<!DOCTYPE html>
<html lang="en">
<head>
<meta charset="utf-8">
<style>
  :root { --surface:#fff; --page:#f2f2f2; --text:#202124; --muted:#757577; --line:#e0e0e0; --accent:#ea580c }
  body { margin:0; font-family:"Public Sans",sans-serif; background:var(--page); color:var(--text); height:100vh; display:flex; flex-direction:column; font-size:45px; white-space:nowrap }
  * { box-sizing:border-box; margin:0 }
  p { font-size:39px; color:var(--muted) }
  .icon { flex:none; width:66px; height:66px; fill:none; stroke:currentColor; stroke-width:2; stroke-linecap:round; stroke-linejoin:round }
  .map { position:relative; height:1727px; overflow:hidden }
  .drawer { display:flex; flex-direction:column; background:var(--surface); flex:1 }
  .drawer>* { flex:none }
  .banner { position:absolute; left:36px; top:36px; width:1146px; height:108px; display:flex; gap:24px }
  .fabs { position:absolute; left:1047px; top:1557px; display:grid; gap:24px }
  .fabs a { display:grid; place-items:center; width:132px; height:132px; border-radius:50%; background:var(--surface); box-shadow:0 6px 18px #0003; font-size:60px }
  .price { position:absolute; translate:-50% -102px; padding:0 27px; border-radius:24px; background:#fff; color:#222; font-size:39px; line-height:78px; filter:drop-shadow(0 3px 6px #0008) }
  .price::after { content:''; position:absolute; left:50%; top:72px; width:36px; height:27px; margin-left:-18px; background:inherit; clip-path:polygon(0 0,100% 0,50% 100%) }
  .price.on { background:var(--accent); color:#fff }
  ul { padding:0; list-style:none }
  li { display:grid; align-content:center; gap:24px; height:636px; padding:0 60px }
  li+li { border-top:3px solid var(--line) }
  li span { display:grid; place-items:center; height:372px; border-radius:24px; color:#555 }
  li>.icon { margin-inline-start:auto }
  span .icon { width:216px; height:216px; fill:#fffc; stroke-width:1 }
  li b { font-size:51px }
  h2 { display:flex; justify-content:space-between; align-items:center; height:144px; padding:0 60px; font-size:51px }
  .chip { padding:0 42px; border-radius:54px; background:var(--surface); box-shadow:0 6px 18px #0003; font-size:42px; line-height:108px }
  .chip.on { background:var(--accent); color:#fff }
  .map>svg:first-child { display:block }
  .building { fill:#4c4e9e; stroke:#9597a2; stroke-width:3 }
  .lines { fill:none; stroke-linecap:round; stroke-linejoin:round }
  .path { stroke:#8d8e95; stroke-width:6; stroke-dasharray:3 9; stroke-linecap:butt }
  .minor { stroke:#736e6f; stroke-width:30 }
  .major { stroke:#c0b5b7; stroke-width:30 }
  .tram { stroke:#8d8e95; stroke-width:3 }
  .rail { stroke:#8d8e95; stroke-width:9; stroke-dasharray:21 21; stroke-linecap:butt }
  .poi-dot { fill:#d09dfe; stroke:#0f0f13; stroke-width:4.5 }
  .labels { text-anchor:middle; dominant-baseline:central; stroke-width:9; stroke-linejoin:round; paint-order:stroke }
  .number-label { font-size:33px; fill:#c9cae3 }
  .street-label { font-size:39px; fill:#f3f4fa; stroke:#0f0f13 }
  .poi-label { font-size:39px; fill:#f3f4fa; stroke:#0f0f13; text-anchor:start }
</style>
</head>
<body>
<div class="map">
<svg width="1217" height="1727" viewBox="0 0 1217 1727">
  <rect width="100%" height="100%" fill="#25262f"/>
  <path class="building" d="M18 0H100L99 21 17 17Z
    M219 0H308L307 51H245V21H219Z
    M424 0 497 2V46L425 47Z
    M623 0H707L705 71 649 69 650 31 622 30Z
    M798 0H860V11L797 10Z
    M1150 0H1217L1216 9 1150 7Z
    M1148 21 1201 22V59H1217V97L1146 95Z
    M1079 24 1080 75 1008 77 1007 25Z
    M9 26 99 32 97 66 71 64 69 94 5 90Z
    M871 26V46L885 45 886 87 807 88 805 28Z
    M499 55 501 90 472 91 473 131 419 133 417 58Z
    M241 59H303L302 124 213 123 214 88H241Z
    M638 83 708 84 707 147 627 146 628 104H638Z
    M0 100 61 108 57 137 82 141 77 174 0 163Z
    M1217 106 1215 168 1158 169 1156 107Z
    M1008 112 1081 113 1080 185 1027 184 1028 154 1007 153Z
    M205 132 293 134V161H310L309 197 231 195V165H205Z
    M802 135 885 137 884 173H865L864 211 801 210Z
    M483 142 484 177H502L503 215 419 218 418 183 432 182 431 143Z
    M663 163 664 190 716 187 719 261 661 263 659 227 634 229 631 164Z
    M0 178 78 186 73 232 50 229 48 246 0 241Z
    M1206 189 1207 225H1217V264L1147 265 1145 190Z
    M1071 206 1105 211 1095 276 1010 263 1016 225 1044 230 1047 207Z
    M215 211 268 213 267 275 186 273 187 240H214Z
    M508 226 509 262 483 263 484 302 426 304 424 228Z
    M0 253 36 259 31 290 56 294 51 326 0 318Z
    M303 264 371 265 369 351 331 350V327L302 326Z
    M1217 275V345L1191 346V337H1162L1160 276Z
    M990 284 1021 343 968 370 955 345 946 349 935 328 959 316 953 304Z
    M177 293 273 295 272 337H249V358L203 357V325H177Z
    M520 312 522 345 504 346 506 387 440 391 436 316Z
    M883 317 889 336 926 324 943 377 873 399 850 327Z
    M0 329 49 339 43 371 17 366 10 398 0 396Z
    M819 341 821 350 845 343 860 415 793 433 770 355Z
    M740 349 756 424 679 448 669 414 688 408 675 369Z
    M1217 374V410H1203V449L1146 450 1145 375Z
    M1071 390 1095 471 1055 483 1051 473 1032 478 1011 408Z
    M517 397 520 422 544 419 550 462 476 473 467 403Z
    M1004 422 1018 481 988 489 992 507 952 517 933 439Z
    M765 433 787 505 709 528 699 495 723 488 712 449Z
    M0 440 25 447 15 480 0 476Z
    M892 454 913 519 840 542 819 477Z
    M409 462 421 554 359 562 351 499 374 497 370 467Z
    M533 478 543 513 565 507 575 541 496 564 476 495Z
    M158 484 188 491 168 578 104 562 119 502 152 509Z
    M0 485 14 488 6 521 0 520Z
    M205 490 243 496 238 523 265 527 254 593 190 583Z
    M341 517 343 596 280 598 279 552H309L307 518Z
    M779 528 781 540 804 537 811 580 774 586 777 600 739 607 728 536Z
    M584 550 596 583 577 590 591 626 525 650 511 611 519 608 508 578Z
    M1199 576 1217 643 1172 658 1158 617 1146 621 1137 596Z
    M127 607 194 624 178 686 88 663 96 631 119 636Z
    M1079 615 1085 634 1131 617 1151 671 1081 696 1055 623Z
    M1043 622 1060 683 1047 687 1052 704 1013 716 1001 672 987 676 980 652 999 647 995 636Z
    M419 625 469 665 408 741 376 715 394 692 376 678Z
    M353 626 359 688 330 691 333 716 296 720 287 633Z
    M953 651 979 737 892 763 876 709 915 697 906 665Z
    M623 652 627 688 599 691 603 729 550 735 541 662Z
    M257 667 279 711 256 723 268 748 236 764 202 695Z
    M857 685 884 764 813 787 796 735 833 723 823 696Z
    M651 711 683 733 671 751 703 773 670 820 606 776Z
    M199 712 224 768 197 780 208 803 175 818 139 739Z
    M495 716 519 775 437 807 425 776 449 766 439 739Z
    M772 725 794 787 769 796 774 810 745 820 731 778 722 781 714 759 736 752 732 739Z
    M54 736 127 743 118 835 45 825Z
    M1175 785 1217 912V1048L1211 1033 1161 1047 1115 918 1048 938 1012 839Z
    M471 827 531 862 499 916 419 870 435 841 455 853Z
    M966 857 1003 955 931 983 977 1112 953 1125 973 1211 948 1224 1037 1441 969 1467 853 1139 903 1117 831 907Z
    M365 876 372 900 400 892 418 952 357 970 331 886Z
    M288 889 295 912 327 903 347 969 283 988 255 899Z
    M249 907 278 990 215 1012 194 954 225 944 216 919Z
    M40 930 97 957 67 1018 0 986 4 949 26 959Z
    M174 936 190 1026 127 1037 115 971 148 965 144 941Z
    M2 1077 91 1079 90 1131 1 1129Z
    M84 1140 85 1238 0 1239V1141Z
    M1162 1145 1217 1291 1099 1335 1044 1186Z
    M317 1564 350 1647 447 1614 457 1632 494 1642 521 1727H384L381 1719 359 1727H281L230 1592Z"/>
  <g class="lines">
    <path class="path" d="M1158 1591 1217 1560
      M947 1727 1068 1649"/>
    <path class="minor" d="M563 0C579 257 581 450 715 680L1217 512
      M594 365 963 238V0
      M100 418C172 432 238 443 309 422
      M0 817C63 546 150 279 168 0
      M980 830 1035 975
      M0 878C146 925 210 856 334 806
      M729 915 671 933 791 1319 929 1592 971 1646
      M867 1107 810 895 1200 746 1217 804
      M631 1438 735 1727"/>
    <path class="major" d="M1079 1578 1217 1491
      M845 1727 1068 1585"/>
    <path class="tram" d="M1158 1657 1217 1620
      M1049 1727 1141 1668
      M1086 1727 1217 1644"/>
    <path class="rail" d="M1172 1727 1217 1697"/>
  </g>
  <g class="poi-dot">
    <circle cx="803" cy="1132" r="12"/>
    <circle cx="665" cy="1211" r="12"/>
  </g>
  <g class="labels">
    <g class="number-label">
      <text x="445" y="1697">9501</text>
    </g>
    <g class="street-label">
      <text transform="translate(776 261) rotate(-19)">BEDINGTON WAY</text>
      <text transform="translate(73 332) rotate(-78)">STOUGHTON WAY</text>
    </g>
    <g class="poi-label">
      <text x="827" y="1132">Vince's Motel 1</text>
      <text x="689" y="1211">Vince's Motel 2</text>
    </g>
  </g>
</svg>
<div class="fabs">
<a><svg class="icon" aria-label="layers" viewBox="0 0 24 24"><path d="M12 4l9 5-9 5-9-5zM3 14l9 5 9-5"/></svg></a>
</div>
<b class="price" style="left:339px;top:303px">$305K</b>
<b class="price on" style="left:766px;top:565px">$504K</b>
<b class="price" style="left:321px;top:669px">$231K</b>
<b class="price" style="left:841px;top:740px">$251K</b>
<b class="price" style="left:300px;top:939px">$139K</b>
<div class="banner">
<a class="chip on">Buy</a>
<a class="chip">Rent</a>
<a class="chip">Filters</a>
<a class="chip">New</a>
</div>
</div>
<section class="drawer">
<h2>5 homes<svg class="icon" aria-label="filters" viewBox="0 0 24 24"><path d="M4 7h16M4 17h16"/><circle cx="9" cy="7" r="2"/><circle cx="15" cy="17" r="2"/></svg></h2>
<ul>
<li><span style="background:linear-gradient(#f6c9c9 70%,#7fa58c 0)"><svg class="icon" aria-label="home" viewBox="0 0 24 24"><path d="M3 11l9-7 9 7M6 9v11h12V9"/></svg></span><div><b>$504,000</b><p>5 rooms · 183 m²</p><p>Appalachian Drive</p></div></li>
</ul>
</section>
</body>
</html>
•••
### What the exercise asks
Please go through the data and copy each line containing the word "body".

### Result for this exercise
  body { margin:0; font-family:"Public Sans",sans-serif; background:var(--page); color:var(--text); height:100vh; display:flex; flex-direction:column; font-size:45px; white-space:nowrap }
<body>
</body>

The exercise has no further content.